From the era of Zhang Heng in the second century to the era of Geng Xu in the sixth century, the water clock technology that made the performance armillary sphere and celestial sphere rotate gave birth to the emergence of early mechanical clocks. In AD 25, Yi Hang and Liang Lingzan invented the escapement, which was essentially an early mechanical clock, six centuries earlier than Europe. In the long-term development process, China's armillary sphere is often an astronomical observation instrument in form, but in essence it is a clock device, because since the era of Zhang Heng, astronomical technicians have always wanted to make a slowly placed gear to keep pace with the Sunday visual movement in the sky.

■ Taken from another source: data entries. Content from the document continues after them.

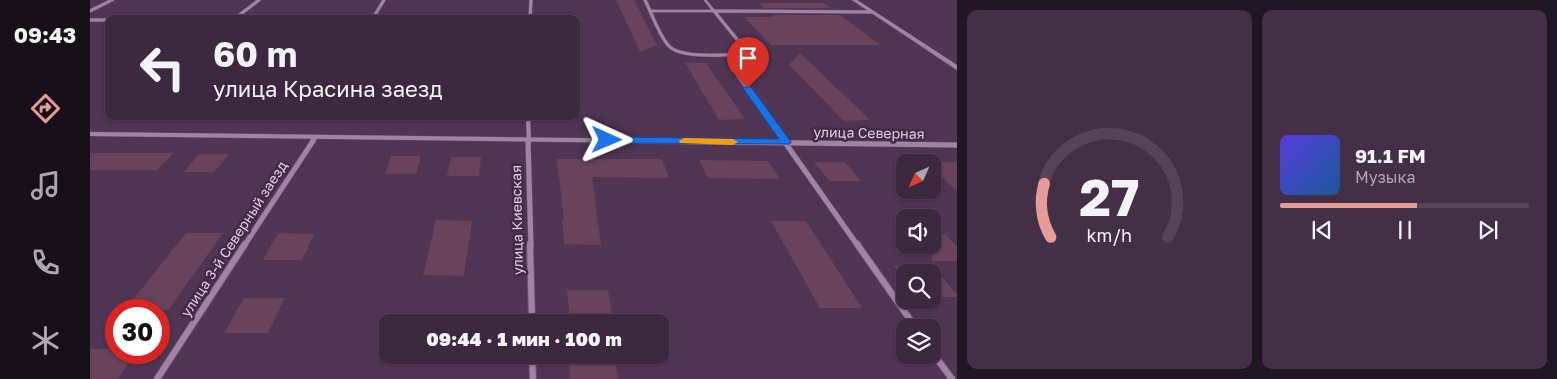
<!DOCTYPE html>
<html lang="ru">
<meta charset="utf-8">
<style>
body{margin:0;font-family:"Golos Text",sans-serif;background:#433046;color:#f1f3f6;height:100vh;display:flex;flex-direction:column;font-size:19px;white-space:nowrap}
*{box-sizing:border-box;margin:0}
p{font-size:16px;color:#aca6b0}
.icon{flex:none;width:28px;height:28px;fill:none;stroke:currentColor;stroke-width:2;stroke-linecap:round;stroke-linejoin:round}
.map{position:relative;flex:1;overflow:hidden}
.side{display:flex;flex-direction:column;gap:10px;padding:10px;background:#211623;width:600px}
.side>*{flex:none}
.guide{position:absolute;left:15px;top:15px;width:475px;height:105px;border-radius:10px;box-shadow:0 1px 4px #0004,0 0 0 1px #554459;background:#3c283f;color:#f1f3f6;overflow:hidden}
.needle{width:32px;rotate:225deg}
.tools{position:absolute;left:806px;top:154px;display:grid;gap:10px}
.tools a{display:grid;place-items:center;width:45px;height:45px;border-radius:10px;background:#3c283f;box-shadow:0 1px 4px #0004,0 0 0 1px #554459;font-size:25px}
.speed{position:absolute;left:15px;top:299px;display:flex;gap:10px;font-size:25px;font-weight:700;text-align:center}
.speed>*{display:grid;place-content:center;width:65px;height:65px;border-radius:50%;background:#3c283f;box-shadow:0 1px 4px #0004,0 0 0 1px #554459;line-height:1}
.speed .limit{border:8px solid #d22;background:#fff;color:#111}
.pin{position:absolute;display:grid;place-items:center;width:42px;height:42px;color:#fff;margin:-51px -21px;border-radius:50% 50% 50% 0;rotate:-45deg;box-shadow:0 0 5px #0007}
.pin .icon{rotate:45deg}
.me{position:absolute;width:55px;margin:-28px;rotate:91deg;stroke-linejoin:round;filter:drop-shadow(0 0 4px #0008)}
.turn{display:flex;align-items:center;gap:18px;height:105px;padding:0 25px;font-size:22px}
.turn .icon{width:65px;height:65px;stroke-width:2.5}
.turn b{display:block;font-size:35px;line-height:42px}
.side .widget{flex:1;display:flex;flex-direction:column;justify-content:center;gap:8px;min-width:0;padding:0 18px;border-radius:10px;background:#433046}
.side .dial{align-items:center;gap:0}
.dial svg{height:130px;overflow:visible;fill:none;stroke:#554459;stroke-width:7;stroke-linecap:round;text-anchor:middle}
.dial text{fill:#f1f3f6;stroke:none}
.song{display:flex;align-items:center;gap:15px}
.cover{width:60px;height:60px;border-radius:8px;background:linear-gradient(135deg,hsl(250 70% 55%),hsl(210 70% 35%))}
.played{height:5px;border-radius:2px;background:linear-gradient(90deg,#e69b98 55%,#554459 55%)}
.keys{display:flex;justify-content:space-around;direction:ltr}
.side .tiles{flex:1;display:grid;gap:10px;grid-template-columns:repeat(2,1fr)}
.trip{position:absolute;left:289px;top:314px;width:290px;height:50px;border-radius:10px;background:#3c283f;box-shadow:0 1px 4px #0004,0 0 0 1px #554459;font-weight:800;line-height:50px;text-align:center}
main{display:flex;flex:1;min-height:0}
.dock{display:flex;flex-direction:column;width:90px;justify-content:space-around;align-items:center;background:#181019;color:#aca6b0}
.dock .icon{width:35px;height:35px}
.dock .active{color:#e69b98}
.dock b{font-size:22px;color:#f1f3f6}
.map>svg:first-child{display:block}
.building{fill:#68435a}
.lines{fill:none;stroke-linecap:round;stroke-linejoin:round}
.service-casing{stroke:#68526b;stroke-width:3}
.minor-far3-casing{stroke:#68526b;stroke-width:4}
.minor-far2-casing{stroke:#68526b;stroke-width:5}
.minor-far1-casing{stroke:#68526b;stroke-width:6}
.minor-casing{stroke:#68526b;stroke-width:8}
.tertiary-casing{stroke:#68526b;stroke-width:1}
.service{stroke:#a183a6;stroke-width:2.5}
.minor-far3{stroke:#a183a6;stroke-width:3}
.minor-far2{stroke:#a183a6;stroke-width:4}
.minor-far1{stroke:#a183a6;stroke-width:5}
.minor{stroke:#a183a6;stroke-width:6}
.tertiary{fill:#a183a6;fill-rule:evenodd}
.route{fill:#1a73e8;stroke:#114b97}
.slow{fill:#f59e0b}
.labels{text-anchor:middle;stroke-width:5;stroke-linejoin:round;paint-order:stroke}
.street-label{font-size:14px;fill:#dfcfe1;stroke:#452b49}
</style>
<main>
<nav class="dock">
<b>09:43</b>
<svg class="icon active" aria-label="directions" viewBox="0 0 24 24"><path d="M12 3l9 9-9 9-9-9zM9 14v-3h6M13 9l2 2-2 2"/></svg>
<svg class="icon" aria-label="music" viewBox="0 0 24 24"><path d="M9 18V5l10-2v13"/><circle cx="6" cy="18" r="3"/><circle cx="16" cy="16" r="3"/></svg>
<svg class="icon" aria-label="phone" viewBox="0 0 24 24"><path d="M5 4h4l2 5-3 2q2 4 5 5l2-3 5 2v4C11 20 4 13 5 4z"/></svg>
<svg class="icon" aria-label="climate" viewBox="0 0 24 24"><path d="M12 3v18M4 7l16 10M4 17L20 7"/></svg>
</nav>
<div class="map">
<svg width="867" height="379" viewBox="0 0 867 379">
<rect width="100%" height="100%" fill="#503554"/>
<g class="building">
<path d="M526,0H544L567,45L550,52Z"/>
<path d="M669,3H734L741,8H674Z"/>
<path d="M682,15H750L791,45H681L654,17H684Z"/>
<path d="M710,53L780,120L754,121L699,65Z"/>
<path d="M595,63H616L655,119L629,120Z"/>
<path d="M0,153H84L67,170H0Z"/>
<path d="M109,154H139L124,172H94Z"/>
<path d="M301,156H331L326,174H295Z"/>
<path d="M361,157H391L389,176H357Z"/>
<path d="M467,159H572L579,178L502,177L511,245L474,244L472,220H474Z"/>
<path d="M609,160L678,161L690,179L618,178Z"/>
<path d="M724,162H755L771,181H739Z"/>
<path d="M836,162H867V191L842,168V162Z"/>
<path d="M346,220L382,221L374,276L333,275Z"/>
<path d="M681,221H716L772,308H730Z"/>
<path d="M96,233H133L78,310H35Z"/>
<path d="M188,233L224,234L212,260H173Z"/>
<path d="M842,234H856L867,246V261H842Z"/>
<path d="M804,266H843L867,295V297H842V272H815V281Z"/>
<path d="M477,290H518L523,322H480Z"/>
<path d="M154,298H195L178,333H134Z"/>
<path d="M0,349H26V352H46L28,379H0Z"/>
<path d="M312,355H358V360H311Z"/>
<path d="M478,359H525L528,379H480Z"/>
</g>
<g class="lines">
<g class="service-casing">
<path id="service" d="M560,11H624L615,0"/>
</g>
<g class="minor-far3-casing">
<g id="minor-far3">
<path d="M555,0C562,14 568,33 578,45C590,60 640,54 658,54"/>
<path d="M0,11L22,0"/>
<path d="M283,18L294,0"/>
<path d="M144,19L169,0"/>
<path d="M282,19H419"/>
<path d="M440,19L441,0"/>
<path d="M0,20H19"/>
<path d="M651,62L658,53L624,11L782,12"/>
</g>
</g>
<g class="minor-far2-casing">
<g id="minor-far2">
<path d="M652,61L648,67V75L695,142"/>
<path d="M438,116L439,142"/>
<path d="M0,134L647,142"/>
<path d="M222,142L225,138"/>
</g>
</g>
<g class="minor-far1-casing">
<g id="minor-far1">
<path d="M438,141L441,246"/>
<path d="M549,141L867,145"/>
<path d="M694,141L768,246"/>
<path d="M154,246L223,141"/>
</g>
</g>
<g class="minor-casing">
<g id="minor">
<path d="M440,244L442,322"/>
<path d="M767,244L826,328"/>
<path d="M842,352L862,379"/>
<path d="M442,355L443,379"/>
<path d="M67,379L155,244"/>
</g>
</g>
<g class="tertiary-casing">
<path id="tertiary" d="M762,0H767L867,65V70Z"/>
</g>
<use href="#service" class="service"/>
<use href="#minor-far3" class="minor-far3"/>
<use href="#minor-far2" class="minor-far2"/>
<use href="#minor-far1" class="minor-far1"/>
<use href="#minor" class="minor"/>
<use href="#tertiary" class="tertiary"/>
</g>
<path class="route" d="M655,87H661L701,142L700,144L517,143L512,140L517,137L689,139L653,88Z"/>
<path class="slow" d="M594,138L643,139L648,142L643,145L590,143L589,141Z"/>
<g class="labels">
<g class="street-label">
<text transform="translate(779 133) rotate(1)" y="5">улица Северная</text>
<text transform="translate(427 220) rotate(-91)" y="5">улица Киевская</text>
<text transform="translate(144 239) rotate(-57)" y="5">улица 3-й Северный заезд</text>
</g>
</g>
</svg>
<div class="tools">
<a><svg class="needle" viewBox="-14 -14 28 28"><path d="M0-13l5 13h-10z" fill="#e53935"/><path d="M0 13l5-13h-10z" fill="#aca6b0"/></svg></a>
<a><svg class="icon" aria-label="sound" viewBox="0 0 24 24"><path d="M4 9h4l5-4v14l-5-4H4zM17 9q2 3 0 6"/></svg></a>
<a><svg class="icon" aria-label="search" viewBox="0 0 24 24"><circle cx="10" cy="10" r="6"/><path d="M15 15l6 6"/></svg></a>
<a><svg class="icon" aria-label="layers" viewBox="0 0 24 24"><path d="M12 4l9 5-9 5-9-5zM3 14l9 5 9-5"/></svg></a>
</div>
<div class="speed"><div class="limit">30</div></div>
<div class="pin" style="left:658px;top:88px;background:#d93025"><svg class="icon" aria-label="arrive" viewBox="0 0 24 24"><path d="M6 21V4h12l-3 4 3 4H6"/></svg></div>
<svg class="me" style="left:517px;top:140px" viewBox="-20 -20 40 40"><path d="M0-17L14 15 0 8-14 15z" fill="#1a73e8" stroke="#fff" stroke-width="4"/></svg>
<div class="trip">09:44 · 1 мин · 100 m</div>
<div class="guide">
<div class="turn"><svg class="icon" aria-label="left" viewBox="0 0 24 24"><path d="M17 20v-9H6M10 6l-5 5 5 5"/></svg><div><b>60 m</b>улица Красина заезд</div></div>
</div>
</div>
<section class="side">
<div class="tiles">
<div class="widget dial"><svg viewBox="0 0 100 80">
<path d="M14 69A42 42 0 1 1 86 69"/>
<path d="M14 69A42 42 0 0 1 10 36" stroke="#e69b98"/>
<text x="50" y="56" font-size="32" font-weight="700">27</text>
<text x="50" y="72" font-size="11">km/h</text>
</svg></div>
<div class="widget">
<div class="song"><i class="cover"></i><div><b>91.1 FM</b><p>Музыка</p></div></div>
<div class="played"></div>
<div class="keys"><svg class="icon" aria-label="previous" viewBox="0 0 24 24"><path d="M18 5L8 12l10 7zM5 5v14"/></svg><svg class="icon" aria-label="pause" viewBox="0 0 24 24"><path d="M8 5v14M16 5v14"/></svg><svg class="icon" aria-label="next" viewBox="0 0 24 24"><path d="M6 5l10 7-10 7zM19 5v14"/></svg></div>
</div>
</div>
</section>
</main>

In 725 AD, Liang Lingzan essentially solved this problem. So it is not surprising that the royal family is interested in the celestial sphere (astronomical clock) kept in the palace.
From A.D. 1088 to 1090, Su Song and his colleagues built a water-borne instrument platform in Kaifeng, which was a perfect combination of a mechanical clock and an observation armillary sphere and was successful in principle. Therefore, it can be said that he was six centuries earlier than Robert and Hooke, for example, seven and a half centuries earlier than Philip.
2.2 Hunan College
Although the water clock has a bright future, the ancients are still exploring in a wide range of fields. In some cases, there may be other more accurate timing methods than water clocks. According to the textual research of Xue, a scholar in Song Dynasty, besides the light leakage of sundials, there is also a kind of seal clock, which was popular in China in the middle of12nd century. According to the book The Legend of the Trial of Di Renjie written by Gao Luopei in the Netherlands, the seal clock used for timing in the Tang Palace is a plum blossom-shaped brass plate with five petals of plum blossoms wrapped in a circle of incense, which is called "Five Pregnant Xiangyun".